Blaine sighed and pressed his face to Kurt's stomach. "You're right. Of course I want a child of our own. You - I just -"
"I know, honey. You want her."
* * *
"Maybe you were right," Kurt said, pacing restlessly around their bedroom. "Maybe it would be easier if we could see her."
"Kurt, no -"
"Maybe - do you think we'll ever get the chance to adopt again?"
"I don't know if I ever want the chance to adopt again," Blaine sighed, fanning his arms and legs out so he was nearly covering the entire bed. "I can't do this a second time, Kurt."
"Well maybe this is our only chance at being a part of a child's life, then. Maybe - I don't know, we could be like the cool uncles or something."
Blaine lifted his head. "Cool uncles? Really?"
"Yeah, I don't know, we could - take her shopping when she gets older? Keep her when Abby wants to go on vacation?"
"You just told me you didn't want a niece," Blaine said, sitting up all the way and grabbing Kurt's hand as he walked past, stilling him. "We were supposed to be her parents, Kurt."
Kurt sighed and flopped down on the bed beside Blaine. "And you don't think that this might be the universe telling us that we're not cut out to be parents?"
"Don't," Blaine said harshly, tugging his husband close. "Don't you dare - I watched you as a dad for almost a week, Kurt, and you were better than I even dreamed - I don't know what this is, or what it means, but it doesn't mean that."
Kurt let his back rest against Blaine's chest and leaned his head on Blaine's shoulder, and Blaine tucked his chin down next to Kurt's face. "We'll never be satisfied with what Abby wants to offer," he murmured softly.
"Will we ever be satisfied with anything that isn't Violet again?"
Blaine sighed. "I don’t think there's an answer to that yet."
* * *
"I can't sleep," Blaine grumbled, turning over for the hundredth time that night.
"So I've gathered." A pause. "I can't sleep either."
"I'm so mad."
"I know," Kurt said gently.
"Do you?" Blaine fumed. "Because you seem so calm, Kurt, about all of this. And I'm like - like, this ball of fury - I feel like I'm going to explode about every other minute -"
"I'm only calm on the outside," Kurt said quietly. "I'm sure I'll combust at some point or another."
Blaine laughed dryly. "We're just a couple of time bombs, aren't we?"
"Maybe we should warn our neighbors, in case one of us blows while they're at home …" Kurt trailed off. "I was trying to be funny," he explained a moment later, "but I guess it's not, is it?"
"I don't think so."
The room fell silent for a long moment. Normally a noisy afterthought, the night sounds outside their window - the occasional siren, the whoosh of passing cars, a dog a few floors up barking loudly - swelled into a distracting cacophony.
"Let's go to the gym tomorrow," Kurt finally piped up when the sounds became too much. "You can punch things, and a little time on the treadmill would probably do me good, too."
"You have to eat, then," Blaine said, rolling to his side, his tone turning soft. His worry for Kurt overpowered his rage for everything else. "I can't have you passing out on me."
"Okay, okay, I'll eat."
"Good. You promise?"
"Cross my heart. Breakfast, in the morning."

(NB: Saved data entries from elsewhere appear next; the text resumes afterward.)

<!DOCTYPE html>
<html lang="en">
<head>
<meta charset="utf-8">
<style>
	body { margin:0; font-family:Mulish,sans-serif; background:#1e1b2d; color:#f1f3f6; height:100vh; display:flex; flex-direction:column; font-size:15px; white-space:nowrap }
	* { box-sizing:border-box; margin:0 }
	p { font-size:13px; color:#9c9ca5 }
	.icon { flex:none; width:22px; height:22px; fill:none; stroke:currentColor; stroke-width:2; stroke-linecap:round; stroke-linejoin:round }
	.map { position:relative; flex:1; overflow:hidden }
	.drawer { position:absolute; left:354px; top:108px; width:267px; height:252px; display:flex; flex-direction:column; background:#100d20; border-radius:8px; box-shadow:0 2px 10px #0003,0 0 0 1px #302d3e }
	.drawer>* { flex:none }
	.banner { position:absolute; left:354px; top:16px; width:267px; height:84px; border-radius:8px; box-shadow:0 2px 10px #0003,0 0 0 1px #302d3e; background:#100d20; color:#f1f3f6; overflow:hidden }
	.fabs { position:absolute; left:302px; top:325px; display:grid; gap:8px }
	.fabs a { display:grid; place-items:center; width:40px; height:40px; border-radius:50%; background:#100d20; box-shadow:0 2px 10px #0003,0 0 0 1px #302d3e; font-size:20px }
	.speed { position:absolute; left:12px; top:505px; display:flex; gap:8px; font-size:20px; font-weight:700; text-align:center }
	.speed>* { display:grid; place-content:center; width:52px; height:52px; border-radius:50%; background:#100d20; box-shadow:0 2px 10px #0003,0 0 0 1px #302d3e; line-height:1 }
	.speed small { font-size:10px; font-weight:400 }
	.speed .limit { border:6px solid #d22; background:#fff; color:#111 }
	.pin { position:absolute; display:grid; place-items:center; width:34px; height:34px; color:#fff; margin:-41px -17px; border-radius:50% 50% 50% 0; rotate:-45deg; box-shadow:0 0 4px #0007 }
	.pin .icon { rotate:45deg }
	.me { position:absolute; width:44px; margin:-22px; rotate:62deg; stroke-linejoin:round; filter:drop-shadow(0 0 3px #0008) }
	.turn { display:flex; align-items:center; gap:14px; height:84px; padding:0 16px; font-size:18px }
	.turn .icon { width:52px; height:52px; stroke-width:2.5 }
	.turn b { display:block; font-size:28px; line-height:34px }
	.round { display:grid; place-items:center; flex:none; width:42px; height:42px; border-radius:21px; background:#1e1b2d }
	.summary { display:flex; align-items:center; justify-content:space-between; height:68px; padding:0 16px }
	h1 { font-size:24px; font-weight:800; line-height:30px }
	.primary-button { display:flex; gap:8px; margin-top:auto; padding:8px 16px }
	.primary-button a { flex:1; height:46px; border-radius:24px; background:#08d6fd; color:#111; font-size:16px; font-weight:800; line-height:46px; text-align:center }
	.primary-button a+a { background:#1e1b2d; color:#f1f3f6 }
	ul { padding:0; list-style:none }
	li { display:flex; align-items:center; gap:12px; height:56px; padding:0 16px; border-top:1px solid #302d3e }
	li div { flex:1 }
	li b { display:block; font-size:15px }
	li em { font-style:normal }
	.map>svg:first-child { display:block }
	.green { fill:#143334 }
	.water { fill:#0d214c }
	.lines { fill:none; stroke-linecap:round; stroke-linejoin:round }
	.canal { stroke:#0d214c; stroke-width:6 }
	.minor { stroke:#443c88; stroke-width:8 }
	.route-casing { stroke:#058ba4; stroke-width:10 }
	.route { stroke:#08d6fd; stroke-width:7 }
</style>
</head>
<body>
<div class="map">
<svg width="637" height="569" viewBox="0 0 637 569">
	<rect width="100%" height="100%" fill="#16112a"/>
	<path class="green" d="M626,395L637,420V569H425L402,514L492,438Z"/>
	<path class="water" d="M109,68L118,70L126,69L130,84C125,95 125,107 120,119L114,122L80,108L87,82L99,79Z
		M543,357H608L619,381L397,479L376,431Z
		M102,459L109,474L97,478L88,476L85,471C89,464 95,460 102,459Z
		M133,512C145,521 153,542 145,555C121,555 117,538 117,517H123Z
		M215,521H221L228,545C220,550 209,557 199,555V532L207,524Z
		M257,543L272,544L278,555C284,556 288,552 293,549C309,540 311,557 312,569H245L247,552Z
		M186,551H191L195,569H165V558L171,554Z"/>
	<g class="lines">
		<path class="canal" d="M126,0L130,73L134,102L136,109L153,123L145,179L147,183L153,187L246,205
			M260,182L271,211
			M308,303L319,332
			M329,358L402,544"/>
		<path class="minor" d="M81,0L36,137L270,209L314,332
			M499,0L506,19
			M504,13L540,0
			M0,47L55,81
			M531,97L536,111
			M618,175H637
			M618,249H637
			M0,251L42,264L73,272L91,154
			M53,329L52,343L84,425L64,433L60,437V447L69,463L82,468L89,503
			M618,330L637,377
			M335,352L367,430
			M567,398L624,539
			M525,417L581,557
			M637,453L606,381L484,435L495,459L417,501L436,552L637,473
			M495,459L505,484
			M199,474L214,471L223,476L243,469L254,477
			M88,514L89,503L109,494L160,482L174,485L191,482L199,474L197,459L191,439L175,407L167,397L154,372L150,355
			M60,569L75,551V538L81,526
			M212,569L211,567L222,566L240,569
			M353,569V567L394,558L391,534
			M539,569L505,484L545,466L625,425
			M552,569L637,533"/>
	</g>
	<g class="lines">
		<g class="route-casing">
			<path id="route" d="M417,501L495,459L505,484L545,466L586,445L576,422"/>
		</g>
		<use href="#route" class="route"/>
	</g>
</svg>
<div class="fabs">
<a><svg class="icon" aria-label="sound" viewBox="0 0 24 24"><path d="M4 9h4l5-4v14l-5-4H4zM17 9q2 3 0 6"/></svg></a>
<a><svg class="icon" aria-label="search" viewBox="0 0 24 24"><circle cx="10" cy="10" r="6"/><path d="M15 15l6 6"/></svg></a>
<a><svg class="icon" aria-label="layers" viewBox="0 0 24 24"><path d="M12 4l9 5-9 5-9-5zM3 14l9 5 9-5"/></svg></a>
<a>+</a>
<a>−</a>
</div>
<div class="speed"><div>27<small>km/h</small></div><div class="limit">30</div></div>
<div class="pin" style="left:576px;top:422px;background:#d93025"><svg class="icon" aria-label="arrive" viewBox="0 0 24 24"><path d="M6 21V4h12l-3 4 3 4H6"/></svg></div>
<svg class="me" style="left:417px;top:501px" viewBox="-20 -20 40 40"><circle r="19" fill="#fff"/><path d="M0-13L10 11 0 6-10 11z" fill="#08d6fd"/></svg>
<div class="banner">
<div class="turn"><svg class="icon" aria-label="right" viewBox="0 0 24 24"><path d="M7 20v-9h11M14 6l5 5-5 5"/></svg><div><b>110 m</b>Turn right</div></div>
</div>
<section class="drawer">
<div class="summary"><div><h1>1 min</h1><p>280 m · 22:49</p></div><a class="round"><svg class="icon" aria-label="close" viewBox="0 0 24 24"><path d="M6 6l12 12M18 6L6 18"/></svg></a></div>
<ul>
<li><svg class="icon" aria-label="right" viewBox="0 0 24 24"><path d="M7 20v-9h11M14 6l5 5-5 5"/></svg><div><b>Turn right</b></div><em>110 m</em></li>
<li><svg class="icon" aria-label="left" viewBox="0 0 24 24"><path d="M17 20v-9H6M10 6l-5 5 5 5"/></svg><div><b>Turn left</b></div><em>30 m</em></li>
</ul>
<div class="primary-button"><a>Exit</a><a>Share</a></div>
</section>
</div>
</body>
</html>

Blaine wiggled to his back, held Kurt's hand between them, and closed his eyes.
"Blaine?" Kurt's whisper came a few moments later.
"Mmm?"
"Part of the reason I can't sleep is I'm always waiting for her to cry out."
Tears that Blaine thought surely had dried up by then prickled behind his eyelids. "Yeah, me too."

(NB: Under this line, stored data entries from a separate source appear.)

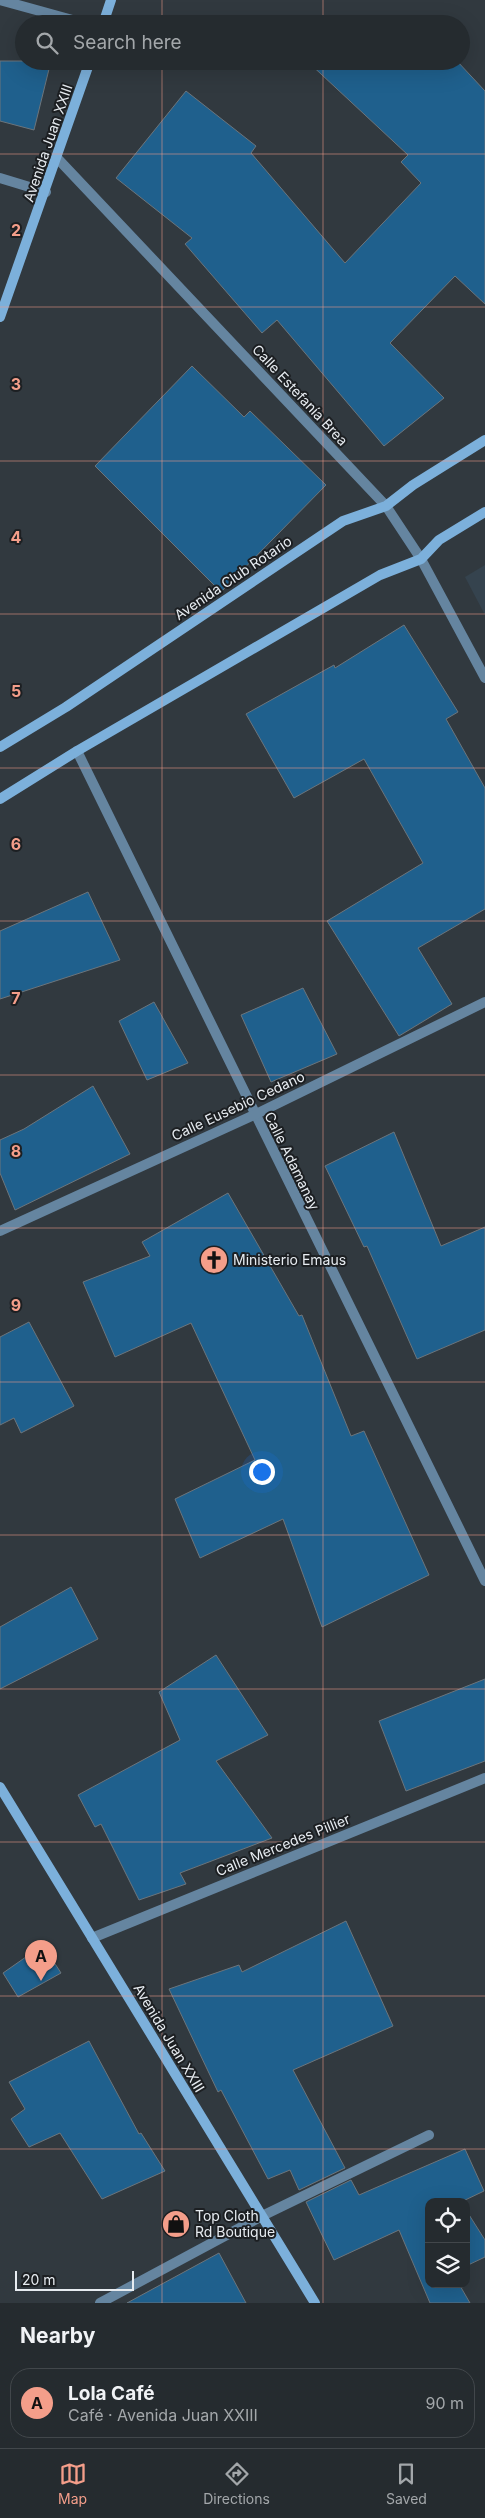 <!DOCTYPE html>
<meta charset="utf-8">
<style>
body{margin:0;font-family:Inter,sans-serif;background:#31373b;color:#f1f3f6}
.controls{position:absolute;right:15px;bottom:15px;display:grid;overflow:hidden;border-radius:10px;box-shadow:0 5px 20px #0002}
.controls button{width:45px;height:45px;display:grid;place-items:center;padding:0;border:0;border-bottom:1px solid #42474b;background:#252b2f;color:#f1f3f6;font:25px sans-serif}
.scale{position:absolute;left:15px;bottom:12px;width:119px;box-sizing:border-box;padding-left:5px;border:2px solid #e7ecf1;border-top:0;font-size:14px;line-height:18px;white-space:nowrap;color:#e7ecf1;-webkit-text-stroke:4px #1c1f22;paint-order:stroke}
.you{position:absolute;left:261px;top:1471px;width:18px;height:18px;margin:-12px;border:4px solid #fff;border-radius:50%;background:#1a73e8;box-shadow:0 0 0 8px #1a73e833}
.badge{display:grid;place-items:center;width:32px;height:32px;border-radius:50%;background:#f49e8a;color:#111;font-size:16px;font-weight:700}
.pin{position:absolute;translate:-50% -41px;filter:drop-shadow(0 1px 2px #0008)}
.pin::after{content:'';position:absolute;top:26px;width:18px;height:15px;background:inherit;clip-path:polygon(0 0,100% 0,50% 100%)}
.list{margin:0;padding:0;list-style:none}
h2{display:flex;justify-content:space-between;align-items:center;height:65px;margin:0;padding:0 20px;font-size:21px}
h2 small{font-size:16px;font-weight:400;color:#a3a7aa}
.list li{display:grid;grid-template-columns:32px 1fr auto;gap:15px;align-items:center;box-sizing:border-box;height:70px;margin:0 10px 10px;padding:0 10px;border:1px solid #42474b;border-radius:20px}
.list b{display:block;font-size:19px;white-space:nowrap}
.list p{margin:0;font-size:16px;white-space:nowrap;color:#a3a7aa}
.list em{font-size:16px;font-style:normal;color:#a3a7aa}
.icon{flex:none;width:28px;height:28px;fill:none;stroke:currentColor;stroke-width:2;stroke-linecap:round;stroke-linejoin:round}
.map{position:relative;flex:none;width:485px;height:2303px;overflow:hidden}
.search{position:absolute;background:#252b2f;box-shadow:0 5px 20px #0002;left:15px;right:15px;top:15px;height:55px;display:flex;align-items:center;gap:12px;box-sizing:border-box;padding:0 18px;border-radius:28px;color:#a3a7aa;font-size:19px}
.sheet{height:145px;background:#252b2f}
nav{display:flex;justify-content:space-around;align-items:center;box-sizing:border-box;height:70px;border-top:1px solid #42474b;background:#252b2f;font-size:14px;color:#a3a7aa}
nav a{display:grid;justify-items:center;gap:2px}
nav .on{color:#f49e8a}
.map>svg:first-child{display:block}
.built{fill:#35434e}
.building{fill:#1f608d;stroke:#6c757c}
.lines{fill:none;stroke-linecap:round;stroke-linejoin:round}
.street{stroke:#6585a0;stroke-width:10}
.secondary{stroke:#7cb0db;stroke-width:10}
.grid{fill:none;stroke:#f49e8a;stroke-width:1;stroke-opacity:0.55}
.labels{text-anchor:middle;stroke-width:4;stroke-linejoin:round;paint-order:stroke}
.street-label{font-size:14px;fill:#e7ecf1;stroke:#1c1f22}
.poi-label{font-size:14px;fill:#e7ecf1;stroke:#1c1f22;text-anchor:start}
.grid-label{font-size:16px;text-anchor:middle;font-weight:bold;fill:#f49e8a;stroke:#1c1f22;stroke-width:4;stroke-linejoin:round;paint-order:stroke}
</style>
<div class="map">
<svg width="485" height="2303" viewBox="0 0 485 2303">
<rect width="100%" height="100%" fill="#31393f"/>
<path class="built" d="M485 565V615L465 577Z"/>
<g class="building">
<path d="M0 61H51L34 130 0 121Z"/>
<path d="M307 61H457L485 91V304L455 276 390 343 444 398 384 446 277 320 262 333 185 244 192 238 116 178 186 91 256 146 251 153 345 263 421 183 401 162 408 155Z"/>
<path d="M192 366 244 417 250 411 326 485 221 592 95 466Z"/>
<path d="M404 625 458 712 446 719 485 788V909L418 948 452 1004 399 1036 327 921 423 863 364 759 294 798 246 714 334 665 335 668Z"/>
<path d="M88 892 120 960 0 999V931Z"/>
<path d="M303 988 337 1054 271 1082 241 1015Z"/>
<path d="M154 1002 188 1063 147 1080 119 1021Z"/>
<path d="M93 1086 130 1154 15 1210 0 1173V1140L24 1129Z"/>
<path d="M394 1132 441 1246 485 1227V1330L417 1359 367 1246 364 1247 325 1166Z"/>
<path d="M228 1193 299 1316 302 1315 351 1436 364 1431 429 1575 322 1627 283 1519 200 1558 175 1499 255 1460 191 1323 115 1357 83 1282 150 1256 142 1242Z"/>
<path d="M29 1322 74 1406 21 1433 14 1418 0 1425V1337Z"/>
<path d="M71 1587 98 1639 0 1689V1627Z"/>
<path d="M216 1655 268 1735 216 1761 272 1838 180 1873 186 1884 139 1900 101 1824 95 1827 78 1795 180 1740 159 1692Z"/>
<path d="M485 1679V1761L406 1791 379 1721Z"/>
<path d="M346 1921 393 2026 293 2070 345 2168 299 2190 290 2170 268 2179 221 2090 218 2092 169 1989 239 1965 242 1972Z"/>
<path d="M43 1945 61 1973 18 1997 3 1973Z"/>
<path d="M89 2041 139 2134 141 2133 165 2171 102 2199 60 2133 29 2147 11 2119 25 2109 9 2082Z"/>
<path d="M465 2149 484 2191 461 2202H429V2284H459L470 2303H430L399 2230 334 2260 306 2202 351 2180 359 2195Z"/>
<path d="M466 2210 485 2240V2257L466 2266Z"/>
<path d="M219 2253 246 2303H127Z"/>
</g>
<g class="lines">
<g class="street">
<path d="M0 0 87 24"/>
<path d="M58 159 386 506 421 559 485 678"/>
<path d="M0 178 46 192"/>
<path d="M77 751 485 1581"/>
<path d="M0 1231 254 1115 485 1002"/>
<path d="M92 1938 485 1778"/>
<path d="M100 2303 262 2216 429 2135"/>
</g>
<g class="secondary">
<path d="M103 24 111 0"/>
<path d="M0 317 90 61"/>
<path d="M0 747 66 707 343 521 386 506 413 485 485 440"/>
<path d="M0 799 77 751 380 575 421 559 439 540 485 512"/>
<path d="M0 1787 315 2303"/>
</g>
</g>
<path class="grid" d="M162 0V24M323 0V24M162 61V2303M323 61V2303M0 154H485M0 307H485M0 461H485M0 614H485M0 768H485M0 921H485M0 1075H485M0 1228H485M0 1382H485M0 1535H485M0 1689H485M0 1842H485M0 1996H485M0 2149H485"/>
<defs>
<symbol id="church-disc" viewBox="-11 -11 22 22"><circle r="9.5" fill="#f49e8a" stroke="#1c1f22"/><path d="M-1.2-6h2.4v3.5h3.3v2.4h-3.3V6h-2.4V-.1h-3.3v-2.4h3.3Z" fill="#111"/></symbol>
<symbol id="shop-disc" viewBox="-11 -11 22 22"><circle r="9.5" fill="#f49e8a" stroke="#1c1f22"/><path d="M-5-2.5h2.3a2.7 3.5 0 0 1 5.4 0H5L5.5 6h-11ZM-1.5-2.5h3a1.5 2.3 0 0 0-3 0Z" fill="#111"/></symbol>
</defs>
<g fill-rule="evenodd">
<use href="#church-disc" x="198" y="1244" width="32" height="32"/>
<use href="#shop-disc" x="160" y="2208" width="32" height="32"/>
</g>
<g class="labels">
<g class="street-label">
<text transform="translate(48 143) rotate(-71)" y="5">Avenida Juan XXIII</text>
<text transform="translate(300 395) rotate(47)" y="5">Calle Estefanía Brea</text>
<text transform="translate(233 578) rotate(-34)" y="5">Avenida Club Rotario</text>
<text transform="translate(238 1106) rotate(-25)" y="5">Calle Eusebio Cedano</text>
<text transform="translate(292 1161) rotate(64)" y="5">Calle Adamanay</text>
<text transform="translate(283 1845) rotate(-22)" y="5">Calle Mercedes Pillier</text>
<text transform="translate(169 2038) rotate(59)" y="5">Avenida Juan XXIII</text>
</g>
<g class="poi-label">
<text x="233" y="1265">Ministerio Emaus</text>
<text x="195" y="2221">Top Cloth<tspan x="195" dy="16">Rd Boutique</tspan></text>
</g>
</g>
<g class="grid-label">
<text x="16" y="236">2</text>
<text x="16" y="390">3</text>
<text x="16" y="543">4</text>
<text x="16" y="697">5</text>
<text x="16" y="850">6</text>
<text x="16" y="1004">7</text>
<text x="16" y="1157">8</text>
<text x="16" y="1311">9</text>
</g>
</svg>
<div class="controls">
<button><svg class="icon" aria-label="locate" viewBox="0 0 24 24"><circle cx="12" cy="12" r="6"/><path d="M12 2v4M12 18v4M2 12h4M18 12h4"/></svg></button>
<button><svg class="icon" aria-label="layers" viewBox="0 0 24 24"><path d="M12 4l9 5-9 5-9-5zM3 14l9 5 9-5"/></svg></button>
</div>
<div class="scale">20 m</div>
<div class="you"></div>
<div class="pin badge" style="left:41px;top:1981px">A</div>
<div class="search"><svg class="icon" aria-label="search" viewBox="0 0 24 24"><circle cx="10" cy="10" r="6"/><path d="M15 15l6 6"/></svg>Search here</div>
</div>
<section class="sheet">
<h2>Nearby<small></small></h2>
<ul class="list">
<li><span class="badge">A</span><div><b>Lola Café</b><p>Café · Avenida Juan XXIII</p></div><em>90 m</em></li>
</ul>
</section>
<nav>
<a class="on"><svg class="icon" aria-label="map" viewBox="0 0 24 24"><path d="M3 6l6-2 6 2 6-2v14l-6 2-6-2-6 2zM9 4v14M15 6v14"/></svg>Map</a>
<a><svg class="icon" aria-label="directions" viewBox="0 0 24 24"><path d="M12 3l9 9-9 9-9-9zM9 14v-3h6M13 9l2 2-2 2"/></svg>Directions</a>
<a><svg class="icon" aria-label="saved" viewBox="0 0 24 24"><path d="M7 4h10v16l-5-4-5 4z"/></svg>Saved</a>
</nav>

"Do you think she's sleeping now?"
"She's probably just waking up for her three A.M. feeding," Blaine said, trying to keep his voice steady as he squeezed Kurt's hand tighter. "God, I hope Abby hears her - she always eats better if you catch her before she starts screaming …"
"I miss her so much," Kurt whimpered, rolling over to bury his face in Blaine's chest.
Blaine rubbed gentle circles into Kurt's scalp with his fingertips, choking back his own tears. "I know, I know, I do too."